In the weeks before the U.S. invasion of Iraq, CNN's management held mandatory meetings for staff. They scheduled a half-dozen of them so that all shifts could attend.
In the front of the large room at Atlanta's World Congress Center, chief news executive Eason Jordan and President Jim Walton held court. Walton led off talking about the two of them: "He likes Springsteen. I am more of an Allman Brothers guy."
Then they proceeded to give us a pep talk about the upcoming coverage. CNN, they said, had to "own the war." That phrase later took some media heat, but I did not have a problem with it. That just meant that we wanted to be the source for coverage.
Then they started talking about how Fox News had recently pulled ahead of CNN in the ratings. (Fox had just bought the billboard across the street from CNN to tout their lead and rub CNN's face in it.) CNN execs were challenged to do something about it.

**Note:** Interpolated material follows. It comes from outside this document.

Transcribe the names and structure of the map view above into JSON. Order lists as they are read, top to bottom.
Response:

Some of us said that Fox was commentary, not news. Remember that Fox News Channel had eagles turning into fighter jets in their graphics at the time. We observed that the Anna Nicole Smith reality show at the time had better ratings than either Fox or CNN, and we didn't feel the need to compete with her. For that matter, professional wrestling had higher ratings than both news networks combined. CNN didn't see the need to emulate them!

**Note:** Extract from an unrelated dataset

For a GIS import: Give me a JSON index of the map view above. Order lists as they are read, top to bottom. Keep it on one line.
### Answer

But this was seen as an opportunity for these two executives. "No one wants war," Walton added, "but if there is going to be one, it is an opportunity to win back lost ratings."
That was their motive, and their modus operandi was to go along with the pro-war sentiment that was sweeping the country (and boosting ratings at Fox). Questioning the war was not part of the mission. There were some in the newsroom, for instance, during Colin Powell's speech to the U.N., asking who CNN was putting on the air immediately afterward to question what he said. The answer was no one.
This was, as I said, in the weeks before the onset of "shock and awe" —- a phrase that CNN is still using in its promotion of anniversary coverage of the war.
So now Scott McClellan says he was duped. Perhaps he was too blind or too intellectually challenged to see it at the time. But what about leaders of the news media? Were they duped, or were they simply complicit?
> Jim Sutherland, who twice worked at CNN, most recently as an international editor for 2 1/2 years, left the network in June 2004 after a dispute over pay and benefits. He now runs Arc Lightning, a media and communications consultancy in Atlanta.